» **PROBLEM TO SOLVE**
Using the data below, return all lines in which "sports" appears.

» **RECORDS TO USE**
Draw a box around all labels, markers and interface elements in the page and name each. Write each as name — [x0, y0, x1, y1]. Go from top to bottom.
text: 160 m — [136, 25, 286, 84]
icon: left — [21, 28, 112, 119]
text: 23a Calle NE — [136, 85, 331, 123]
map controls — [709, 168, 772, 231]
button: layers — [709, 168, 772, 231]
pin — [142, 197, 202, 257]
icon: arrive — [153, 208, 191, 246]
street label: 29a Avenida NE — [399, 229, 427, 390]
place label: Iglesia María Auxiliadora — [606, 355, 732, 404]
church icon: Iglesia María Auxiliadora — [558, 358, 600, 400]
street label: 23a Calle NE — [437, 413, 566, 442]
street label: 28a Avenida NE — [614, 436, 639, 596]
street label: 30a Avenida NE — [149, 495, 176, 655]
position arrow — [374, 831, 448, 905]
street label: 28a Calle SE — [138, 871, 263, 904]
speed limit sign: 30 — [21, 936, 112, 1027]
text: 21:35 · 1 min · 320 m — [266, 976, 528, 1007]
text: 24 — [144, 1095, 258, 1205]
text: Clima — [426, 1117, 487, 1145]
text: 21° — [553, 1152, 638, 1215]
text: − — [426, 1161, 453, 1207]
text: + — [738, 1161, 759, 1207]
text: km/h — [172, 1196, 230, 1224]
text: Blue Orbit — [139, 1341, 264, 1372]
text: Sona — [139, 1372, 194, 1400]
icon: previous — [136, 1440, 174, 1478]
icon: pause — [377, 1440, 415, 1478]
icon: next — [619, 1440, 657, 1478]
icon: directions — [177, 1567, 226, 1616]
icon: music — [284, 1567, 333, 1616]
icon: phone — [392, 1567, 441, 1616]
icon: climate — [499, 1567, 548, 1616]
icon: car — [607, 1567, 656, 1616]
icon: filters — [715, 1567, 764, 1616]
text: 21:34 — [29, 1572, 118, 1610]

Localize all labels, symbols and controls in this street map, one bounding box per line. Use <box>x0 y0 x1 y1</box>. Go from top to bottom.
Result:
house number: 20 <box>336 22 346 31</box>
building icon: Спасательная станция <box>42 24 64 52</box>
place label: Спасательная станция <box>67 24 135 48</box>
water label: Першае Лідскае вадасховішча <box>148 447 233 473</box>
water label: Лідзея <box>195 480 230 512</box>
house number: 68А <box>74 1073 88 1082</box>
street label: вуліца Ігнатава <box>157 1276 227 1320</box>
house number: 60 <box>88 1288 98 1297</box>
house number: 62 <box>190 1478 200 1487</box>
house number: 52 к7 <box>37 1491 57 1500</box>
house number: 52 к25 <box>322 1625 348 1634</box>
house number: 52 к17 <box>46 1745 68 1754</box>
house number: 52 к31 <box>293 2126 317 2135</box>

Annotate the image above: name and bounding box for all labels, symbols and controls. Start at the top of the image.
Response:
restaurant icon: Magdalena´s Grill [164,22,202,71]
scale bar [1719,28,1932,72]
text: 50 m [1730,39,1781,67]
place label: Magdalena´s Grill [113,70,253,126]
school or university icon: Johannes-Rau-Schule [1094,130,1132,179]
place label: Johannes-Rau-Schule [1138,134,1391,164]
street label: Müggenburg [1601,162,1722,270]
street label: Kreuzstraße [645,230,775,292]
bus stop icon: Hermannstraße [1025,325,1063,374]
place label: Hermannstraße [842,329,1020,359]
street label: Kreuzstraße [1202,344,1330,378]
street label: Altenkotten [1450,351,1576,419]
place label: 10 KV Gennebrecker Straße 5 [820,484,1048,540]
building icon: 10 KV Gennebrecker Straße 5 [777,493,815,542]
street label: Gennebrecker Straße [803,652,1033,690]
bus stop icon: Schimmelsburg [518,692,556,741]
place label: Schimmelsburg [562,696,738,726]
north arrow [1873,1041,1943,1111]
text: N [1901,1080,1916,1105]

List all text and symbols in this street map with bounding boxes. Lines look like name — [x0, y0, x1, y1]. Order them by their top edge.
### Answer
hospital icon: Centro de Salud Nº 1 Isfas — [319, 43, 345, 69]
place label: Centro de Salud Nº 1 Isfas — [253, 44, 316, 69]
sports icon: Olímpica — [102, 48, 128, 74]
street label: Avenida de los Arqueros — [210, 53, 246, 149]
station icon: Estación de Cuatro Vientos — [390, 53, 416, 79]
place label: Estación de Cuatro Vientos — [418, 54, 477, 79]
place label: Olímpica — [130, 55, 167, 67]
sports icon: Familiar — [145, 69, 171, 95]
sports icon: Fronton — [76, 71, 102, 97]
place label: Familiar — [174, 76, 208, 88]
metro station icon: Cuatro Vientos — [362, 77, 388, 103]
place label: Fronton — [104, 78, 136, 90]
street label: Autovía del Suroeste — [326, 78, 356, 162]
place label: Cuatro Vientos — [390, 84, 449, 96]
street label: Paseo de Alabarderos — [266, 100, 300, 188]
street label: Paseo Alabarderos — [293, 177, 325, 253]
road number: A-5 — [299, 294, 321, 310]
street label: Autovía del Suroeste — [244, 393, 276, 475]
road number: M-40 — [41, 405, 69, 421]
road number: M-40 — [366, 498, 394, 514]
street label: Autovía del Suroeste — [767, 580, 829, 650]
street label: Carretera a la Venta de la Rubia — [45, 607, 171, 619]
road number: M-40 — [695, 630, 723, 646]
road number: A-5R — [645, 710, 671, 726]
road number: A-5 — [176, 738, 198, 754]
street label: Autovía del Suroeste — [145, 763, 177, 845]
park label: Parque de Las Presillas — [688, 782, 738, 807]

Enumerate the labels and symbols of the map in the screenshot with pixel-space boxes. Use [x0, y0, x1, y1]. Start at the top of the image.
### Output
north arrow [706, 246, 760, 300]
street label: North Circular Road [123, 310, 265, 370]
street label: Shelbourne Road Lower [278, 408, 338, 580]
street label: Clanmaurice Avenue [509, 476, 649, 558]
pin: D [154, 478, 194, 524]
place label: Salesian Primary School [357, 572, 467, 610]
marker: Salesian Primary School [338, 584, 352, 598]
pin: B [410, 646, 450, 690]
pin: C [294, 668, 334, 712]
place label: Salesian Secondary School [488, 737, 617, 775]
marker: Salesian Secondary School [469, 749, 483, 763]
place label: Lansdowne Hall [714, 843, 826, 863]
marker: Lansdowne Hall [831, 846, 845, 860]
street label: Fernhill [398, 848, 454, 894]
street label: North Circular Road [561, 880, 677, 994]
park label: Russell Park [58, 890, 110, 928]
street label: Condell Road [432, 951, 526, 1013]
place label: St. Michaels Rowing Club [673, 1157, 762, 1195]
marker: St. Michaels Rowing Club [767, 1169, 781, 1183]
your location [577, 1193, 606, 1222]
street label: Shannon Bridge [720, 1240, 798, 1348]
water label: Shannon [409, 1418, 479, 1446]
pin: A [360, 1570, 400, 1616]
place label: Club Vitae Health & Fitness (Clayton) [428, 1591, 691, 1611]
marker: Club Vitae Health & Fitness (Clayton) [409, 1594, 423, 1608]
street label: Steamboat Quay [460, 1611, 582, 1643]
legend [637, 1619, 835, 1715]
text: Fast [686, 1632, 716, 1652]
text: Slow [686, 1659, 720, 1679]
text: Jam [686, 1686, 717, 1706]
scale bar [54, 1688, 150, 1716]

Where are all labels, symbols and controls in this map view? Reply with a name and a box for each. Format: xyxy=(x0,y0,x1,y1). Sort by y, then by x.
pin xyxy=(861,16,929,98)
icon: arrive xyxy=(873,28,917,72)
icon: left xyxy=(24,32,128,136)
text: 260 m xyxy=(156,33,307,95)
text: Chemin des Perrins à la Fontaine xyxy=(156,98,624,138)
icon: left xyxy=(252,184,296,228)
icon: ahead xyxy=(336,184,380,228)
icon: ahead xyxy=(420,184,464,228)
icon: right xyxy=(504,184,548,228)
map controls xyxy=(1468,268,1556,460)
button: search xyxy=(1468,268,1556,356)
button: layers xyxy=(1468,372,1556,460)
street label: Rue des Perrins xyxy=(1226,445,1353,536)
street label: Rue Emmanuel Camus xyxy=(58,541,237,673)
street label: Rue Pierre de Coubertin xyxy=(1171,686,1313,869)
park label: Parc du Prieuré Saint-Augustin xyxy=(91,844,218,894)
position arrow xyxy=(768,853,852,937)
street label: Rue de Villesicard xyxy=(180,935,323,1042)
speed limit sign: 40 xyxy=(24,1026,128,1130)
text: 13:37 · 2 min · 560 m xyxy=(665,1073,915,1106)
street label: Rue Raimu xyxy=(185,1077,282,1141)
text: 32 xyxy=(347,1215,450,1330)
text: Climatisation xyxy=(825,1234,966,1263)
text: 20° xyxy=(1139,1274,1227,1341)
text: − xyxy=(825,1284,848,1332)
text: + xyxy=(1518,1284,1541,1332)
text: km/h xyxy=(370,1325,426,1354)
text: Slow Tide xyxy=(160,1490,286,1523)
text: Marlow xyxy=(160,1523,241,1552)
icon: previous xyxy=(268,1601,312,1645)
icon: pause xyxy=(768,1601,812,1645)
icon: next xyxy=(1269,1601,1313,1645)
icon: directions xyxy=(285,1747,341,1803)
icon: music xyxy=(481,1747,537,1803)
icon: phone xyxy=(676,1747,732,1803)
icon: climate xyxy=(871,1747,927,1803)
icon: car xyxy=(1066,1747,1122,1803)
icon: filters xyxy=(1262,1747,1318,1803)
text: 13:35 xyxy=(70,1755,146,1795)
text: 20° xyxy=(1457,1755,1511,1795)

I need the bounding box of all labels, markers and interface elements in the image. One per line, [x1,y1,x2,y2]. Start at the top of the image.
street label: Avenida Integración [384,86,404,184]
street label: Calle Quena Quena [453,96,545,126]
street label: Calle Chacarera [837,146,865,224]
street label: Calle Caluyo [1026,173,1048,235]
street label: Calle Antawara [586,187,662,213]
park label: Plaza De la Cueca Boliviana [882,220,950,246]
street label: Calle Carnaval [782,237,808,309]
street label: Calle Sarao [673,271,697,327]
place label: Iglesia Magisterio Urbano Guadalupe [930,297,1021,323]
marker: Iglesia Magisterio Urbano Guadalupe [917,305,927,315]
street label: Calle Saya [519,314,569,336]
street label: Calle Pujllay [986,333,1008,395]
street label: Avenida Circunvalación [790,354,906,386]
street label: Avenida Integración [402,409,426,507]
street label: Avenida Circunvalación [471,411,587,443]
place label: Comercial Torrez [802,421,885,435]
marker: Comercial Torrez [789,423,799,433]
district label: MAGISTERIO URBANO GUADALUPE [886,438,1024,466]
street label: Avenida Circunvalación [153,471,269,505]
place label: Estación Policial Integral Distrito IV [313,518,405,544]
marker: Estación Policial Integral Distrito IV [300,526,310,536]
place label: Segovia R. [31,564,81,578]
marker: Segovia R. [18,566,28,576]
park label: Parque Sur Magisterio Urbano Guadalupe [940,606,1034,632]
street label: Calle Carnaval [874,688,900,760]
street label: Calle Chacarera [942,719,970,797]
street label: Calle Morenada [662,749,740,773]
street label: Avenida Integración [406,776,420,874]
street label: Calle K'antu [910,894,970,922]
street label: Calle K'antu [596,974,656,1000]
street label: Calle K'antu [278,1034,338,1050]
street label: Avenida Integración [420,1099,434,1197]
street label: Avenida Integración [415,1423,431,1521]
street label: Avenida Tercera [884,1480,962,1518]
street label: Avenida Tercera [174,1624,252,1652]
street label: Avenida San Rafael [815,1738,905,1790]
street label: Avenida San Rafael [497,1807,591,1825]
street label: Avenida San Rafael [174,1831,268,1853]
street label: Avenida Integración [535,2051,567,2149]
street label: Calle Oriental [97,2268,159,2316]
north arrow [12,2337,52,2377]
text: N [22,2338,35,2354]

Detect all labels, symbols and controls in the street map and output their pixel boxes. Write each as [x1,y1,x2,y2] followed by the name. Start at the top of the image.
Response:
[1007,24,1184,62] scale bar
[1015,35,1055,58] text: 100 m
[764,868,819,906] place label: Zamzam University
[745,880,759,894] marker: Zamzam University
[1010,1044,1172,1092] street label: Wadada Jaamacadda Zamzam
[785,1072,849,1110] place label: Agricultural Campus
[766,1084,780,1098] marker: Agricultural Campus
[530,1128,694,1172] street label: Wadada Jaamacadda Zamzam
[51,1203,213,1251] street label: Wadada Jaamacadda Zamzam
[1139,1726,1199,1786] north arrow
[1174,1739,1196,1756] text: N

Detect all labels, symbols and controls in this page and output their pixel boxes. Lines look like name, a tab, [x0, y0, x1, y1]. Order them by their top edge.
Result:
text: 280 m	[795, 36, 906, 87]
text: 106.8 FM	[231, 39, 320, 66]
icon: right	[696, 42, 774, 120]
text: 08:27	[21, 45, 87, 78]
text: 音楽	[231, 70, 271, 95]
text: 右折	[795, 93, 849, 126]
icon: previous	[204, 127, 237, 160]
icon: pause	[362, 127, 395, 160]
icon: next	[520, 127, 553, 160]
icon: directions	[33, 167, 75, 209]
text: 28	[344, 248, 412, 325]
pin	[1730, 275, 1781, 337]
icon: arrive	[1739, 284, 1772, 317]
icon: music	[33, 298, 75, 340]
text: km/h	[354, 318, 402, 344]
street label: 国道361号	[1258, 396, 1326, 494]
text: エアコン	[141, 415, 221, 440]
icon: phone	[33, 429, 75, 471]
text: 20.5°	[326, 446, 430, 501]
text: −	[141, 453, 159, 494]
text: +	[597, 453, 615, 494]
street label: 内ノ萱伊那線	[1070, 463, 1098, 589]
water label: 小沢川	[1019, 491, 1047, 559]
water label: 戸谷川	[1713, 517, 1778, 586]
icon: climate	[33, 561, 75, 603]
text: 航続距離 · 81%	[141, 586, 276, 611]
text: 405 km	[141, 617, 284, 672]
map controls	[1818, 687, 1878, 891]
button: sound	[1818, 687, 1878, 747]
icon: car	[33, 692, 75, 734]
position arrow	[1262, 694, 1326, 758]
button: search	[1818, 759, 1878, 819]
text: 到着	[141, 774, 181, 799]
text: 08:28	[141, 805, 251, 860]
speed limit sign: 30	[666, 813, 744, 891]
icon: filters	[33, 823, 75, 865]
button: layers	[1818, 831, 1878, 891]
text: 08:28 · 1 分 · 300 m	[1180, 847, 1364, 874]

» **RESPONSE FOR THIS EXERCISE**
sports icon: Olímpica — [102, 48, 128, 74]
sports icon: Familiar — [145, 69, 171, 95]
sports icon: Fronton — [76, 71, 102, 97]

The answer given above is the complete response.